DATA PROVIDED Block Start
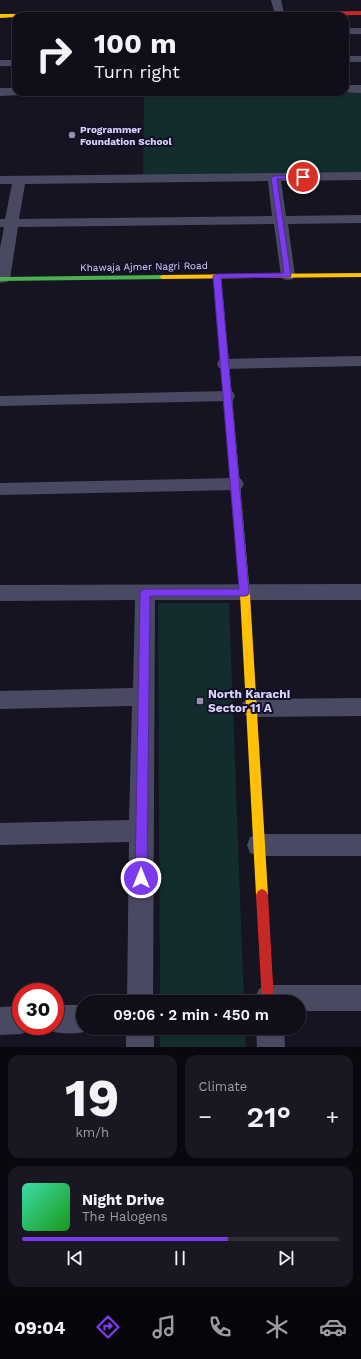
<!DOCTYPE html>
<html lang="en">
<head>
<meta charset="utf-8">
<style>
	:root { --surface:#100f19; --page:#191822; --text:#f1f3f6; --muted:#9c9ca2; --line:#302f38; --accent:#7c3aed }
	body { margin:0; font-family:"Work Sans",sans-serif; background:var(--page); color:var(--text); height:100vh; display:flex; flex-direction:column; font-size:15px; white-space:nowrap }
	* { box-sizing:border-box; margin:0 }
	p { font-size:13px; color:var(--muted) }
	.icon { flex:none; width:22px; height:22px; fill:none; stroke:currentColor; stroke-width:2; stroke-linecap:round; stroke-linejoin:round }
	.map { position:relative; height:1047px; overflow:hidden }
	.side { display:flex; flex-direction:column; gap:8px; padding:8px; background:#09080e; flex:1 }
	.side>* { flex:none }
	.guide { position:absolute; left:12px; top:12px; width:337px; height:84px; border-radius:12px; box-shadow:0 1px 3px #0004,0 0 0 1px var(--line); background:#100f19; color:var(--text); overflow:hidden }
	.speed { position:absolute; left:12px; top:983px; display:flex; gap:8px; font-size:20px; font-weight:700; text-align:center }
	.speed>* { display:grid; place-content:center; width:52px; height:52px; border-radius:50%; background:var(--surface); box-shadow:0 1px 3px #0004,0 0 0 1px var(--line); line-height:1 }
	.speed .limit { border:6px solid #d22; background:#fff; color:#111 }
	.pin { position:absolute; display:grid; place-items:center; width:34px; height:34px; color:#fff; margin:-17px; border:2px solid #fff; border-radius:50%; box-shadow:0 1px 4px #0007 }
	.me { position:absolute; width:44px; margin:-22px; rotate:0deg; stroke-linejoin:round; filter:drop-shadow(0 0 3px #0008) }
	.turn { display:flex; align-items:center; gap:14px; height:84px; padding:0 16px; font-size:18px }
	.turn .icon { width:52px; height:52px; stroke-width:2.5 }
	.turn b { display:block; font-size:28px; line-height:34px }
	.big { font-size:30px; font-weight:600; line-height:1.1 }
	.side .card { flex:1; display:flex; flex-direction:column; justify-content:center; gap:6px; min-width:0; padding:0 14px; border-radius:12px; background:var(--page) }
	.side .dial { align-items:center; gap:0 }
	.dial b { font-size:52px; line-height:1 }
	.song { display:flex; align-items:center; gap:12px }
	.cover { width:48px; height:48px; border-radius:6px; background:linear-gradient(135deg,hsl(160 70% 55%),hsl(120 70% 35%)) }
	.played { height:4px; border-radius:2px; background:linear-gradient(90deg,var(--accent) 65%,var(--line) 65%) }
	.keys { display:flex; justify-content:space-around; direction:ltr }
	.heat { display:flex; justify-content:space-between; align-items:center; font-size:22px; direction:ltr }
	.side .tiles { flex:1; display:grid; gap:8px; grid-template-columns:1fr 1fr }
	.card:last-child { grid-column:span 2 }
	.trip { position:absolute; left:76px; top:995px; width:230px; height:40px; border-radius:20px; background:var(--surface); box-shadow:0 1px 3px #0004,0 0 0 1px var(--line); font-weight:600; line-height:40px; text-align:center }
	.dock { display:flex; height:64px; justify-content:space-around; align-items:center; background:#06060a; color:var(--muted) }
	.dock .icon { width:28px; height:28px }
	.dock .on { color:var(--accent) }
	.dock b { font-size:18px; color:var(--text) }
	.map>svg:first-child { display:block }
</style>
</head>
<body>
<div class="map">
<svg width="361" height="1047" viewBox="0 0 361 1047">
	<rect width="100%" height="100%" fill="#161421"/>
	<!-- green -->
	<g fill="#132c2d">
		<path d="M144 92H361V176L143 179Z"/>
		<path d="M158 603H229L244 1002H160Z"/>
		<path d="M160 1028H245L246 1047H160Z"/>
	</g>
	<g fill="none" stroke-linecap="round" stroke-linejoin="round">
		<!-- street -->
		<g fill="#4a4962" fill-rule="evenodd">
			<path d="M271 0H281L284 13 283 15H275Z"/>
			<rect x="345" y="28" width="16" height="6"/>
			<rect x="345" y="56" width="16" height="6"/>
			<rect x="0" y="60" width="16" height="6"/>
			<path d="M345 85H361V93L343 92H345Z"/>
			<path d="M0 88H16V92H22L20 95 0 96Z"/>
			<path d="M361 172V180L281 181 286 216 361 215V223L288 224 295 276 293 279 288 280 283 279 281 276 274 224 18 227 10 279 7 282 0 283V248L4 227H0V219H5L12 184H0V176ZM268 181 272 216 19 219 25 184Z"/>
			<path d="M361 356V366L225 369 219 368 217 364 219 360 225 359Z"/>
			<path d="M227 391 233 392 235 396 233 400 227 401 0 406V396Z"/>
			<path d="M235 478 241 479 244 484 241 489 235 490 0 495V483Z"/>
			<path d="M361 584V600H155L153 1002H127L129 842 0 845V823L129 820 132 706 0 709V691L133 688 135 600 0 601V585Z"/>
			<path d="M361 698V716L251 717 243 714 240 708 243 702 251 699Z"/>
			<path d="M259 834H361V856H259L250 853 247 845 250 837Z"/>
			<path d="M268 985H361V1011H299V1002H256L255 998 259 989Z"/>
			<path d="M55 1005H83V1028L93 1029C78 1035 60 1035 45 1029L44 1026H55Z"/>
			<path d="M21 1006V1026H32L31 1030 21 1034 0 1035V1007Z"/>
			<rect x="126" y="1028" width="28" height="19"/>
			<path d="M256 1028H284L285 1047H257Z"/>
		</g>
		<!-- fast -->
		<g fill="#4caf50" fill-rule="evenodd">
			<path d="M214 274H220L221 276 250 595 248 598H242L240 595 213 276Z"/>
			<path d="M163 275H166V279L0 281V277Z"/>
		</g>
		<!-- slow -->
		<g fill="#ffc107" fill-rule="evenodd">
			<path d="M294 12 297 14 296 15 16 16V17L0 18V14Z"/>
			<path d="M361 273V277L163 279 159 277 163 275Z"/>
			<path d="M245 591 248 592 250 595 268 895 266 899 262 901 258 899 256 895 240 595 242 592Z"/>
		</g>
		<!-- jam -->
		<g fill="#c62828" fill-rule="evenodd">
			<path d="M361 11V15L294 16 291 14 294 12Z"/>
			<path d="M262 889 266 891 268 895 274 1002H262L256 895 258 891Z"/>
		</g>
	</g>
	<!-- route -->
	<path fill="#7c3aed" stroke="#51269a" d="M303 175 306 177 305 178 277 179 291 276 290 277 221 278 249 592 248 595 245 596H150L147 878 145 882 141 883 136 882 135 878 140 593 142 590 145 589H239L213 276 217 274 284 273 271 178 274 176Z"/>
	<!-- markers -->
	<g fill="#9591b1" stroke="#130f26" stroke-width="1.5">
		<circle cx="72" cy="135" r="4"/>
		<rect x="196" y="697" width="8" height="8" rx="2"/>
	</g>
	<g text-anchor="middle" stroke-width="4" stroke-linejoin="round" paint-order="stroke">
		<!-- far-poi labels -->
		<g font-size="10" font-weight="bold" fill="#d9d4ff" stroke="#130f26" text-anchor="start">
			<text x="80" y="133">Programmer<tspan x="80" dy="12">Foundation School</tspan></text>
		</g>
		<!-- far-street labels -->
		<g font-size="10" fill="#d9d4ff" stroke="#130f26">
			<text transform="translate(144 266) rotate(-1)" y="4">Khawaja Ajmer Nagri Road</text>
		</g>
		<!-- poi labels -->
		<g font-size="12" font-weight="bold" fill="#d9d4ff" stroke="#130f26" text-anchor="start">
			<text x="208" y="698">North Karachi<tspan x="208" dy="14">Sector 11 A</tspan></text>
		</g>
	</g>
</svg>
<div class="speed"><div class="limit">30</div></div>
<div class="pin" style="left:303px;top:177px;background:#d93025"><svg class="icon" aria-label="arrive" viewBox="0 0 24 24"><path d="M6 21V4h12l-3 4 3 4H6"/></svg></div>
<svg class="me" style="left:141px;top:878px" viewBox="-20 -20 40 40"><circle r="17" fill="#7c3aed" stroke="#fff" stroke-width="3"/><path d="M0-11L8 9 0 5-8 9z" fill="#fff"/></svg>
<div class="trip">09:06 · 2 min · 450 m</div>
<div class="guide">
<div class="turn"><svg class="icon" aria-label="right" viewBox="0 0 24 24"><path d="M7 20v-9h11M14 6l5 5-5 5"/></svg><div><b>100 m</b>Turn right</div></div>
</div>
</div>
<section class="side">
<div class="tiles">
<div class="card dial"><b>19</b><p>km/h</p></div>
<div class="card"><p>Climate</p>
<div class="heat"><a>−</a><b class="big">21°</b><a>+</a></div>
</div>
<div class="card">
<div class="song"><i class="cover"></i><div><b>Night Drive</b><p>The Halogens</p></div></div>
<div class="played"></div>
<div class="keys"><svg class="icon" aria-label="previous" viewBox="0 0 24 24"><path d="M18 5L8 12l10 7zM5 5v14"/></svg><svg class="icon" aria-label="pause" viewBox="0 0 24 24"><path d="M8 5v14M16 5v14"/></svg><svg class="icon" aria-label="next" viewBox="0 0 24 24"><path d="M6 5l10 7-10 7zM19 5v14"/></svg></div>
</div>
</div>
</section>
<nav class="dock">
<b>09:04</b>
<svg class="icon on" aria-label="directions" viewBox="0 0 24 24"><path d="M12 3l9 9-9 9-9-9zM9 14v-3h6M13 9l2 2-2 2"/></svg>
<svg class="icon" aria-label="music" viewBox="0 0 24 24"><path d="M9 18V5l10-2v13"/><circle cx="6" cy="18" r="3"/><circle cx="16" cy="16" r="3"/></svg>
<svg class="icon" aria-label="phone" viewBox="0 0 24 24"><path d="M5 4h4l2 5-3 2q2 4 5 5l2-3 5 2v4C11 20 4 13 5 4z"/></svg>
<svg class="icon" aria-label="climate" viewBox="0 0 24 24"><path d="M12 3v18M4 7l16 10M4 17L20 7"/></svg>
<svg class="icon" aria-label="car" viewBox="0 0 24 24"><path d="M5 17H2v-5l4-1 3-4h7l3 4 3 1v5h-3M9 17h6M6 11h13"/><circle cx="7" cy="17" r="2"/><circle cx="17" cy="17" r="2"/></svg>
</nav>
</body>
</html>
DATA PROVIDED Block End
■ **WHAT TO PRODUCE**: Look over the material and return every line where the word "align" is found.

■ **ANSWER TO THIS EXERCISE**:
	.speed { position:absolute; left:12px; top:983px; display:flex; gap:8px; font-size:20px; font-weight:700; text-align:center }
	.turn { display:flex; align-items:center; gap:14px; height:84px; padding:0 16px; font-size:18px }
	.side .dial { align-items:center; gap:0 }
	.song { display:flex; align-items:center; gap:12px }
	.heat { display:flex; justify-content:space-between; align-items:center; font-size:22px; direction:ltr }
	.trip { position:absolute; left:76px; top:995px; width:230px; height:40px; border-radius:20px; background:var(--surface); box-shadow:0 1px 3px #0004,0 0 0 1px var(--line); font-weight:600; line-height:40px; text-align:center }
	.dock { display:flex; height:64px; justify-content:space-around; align-items:center; background:#06060a; color:var(--muted) }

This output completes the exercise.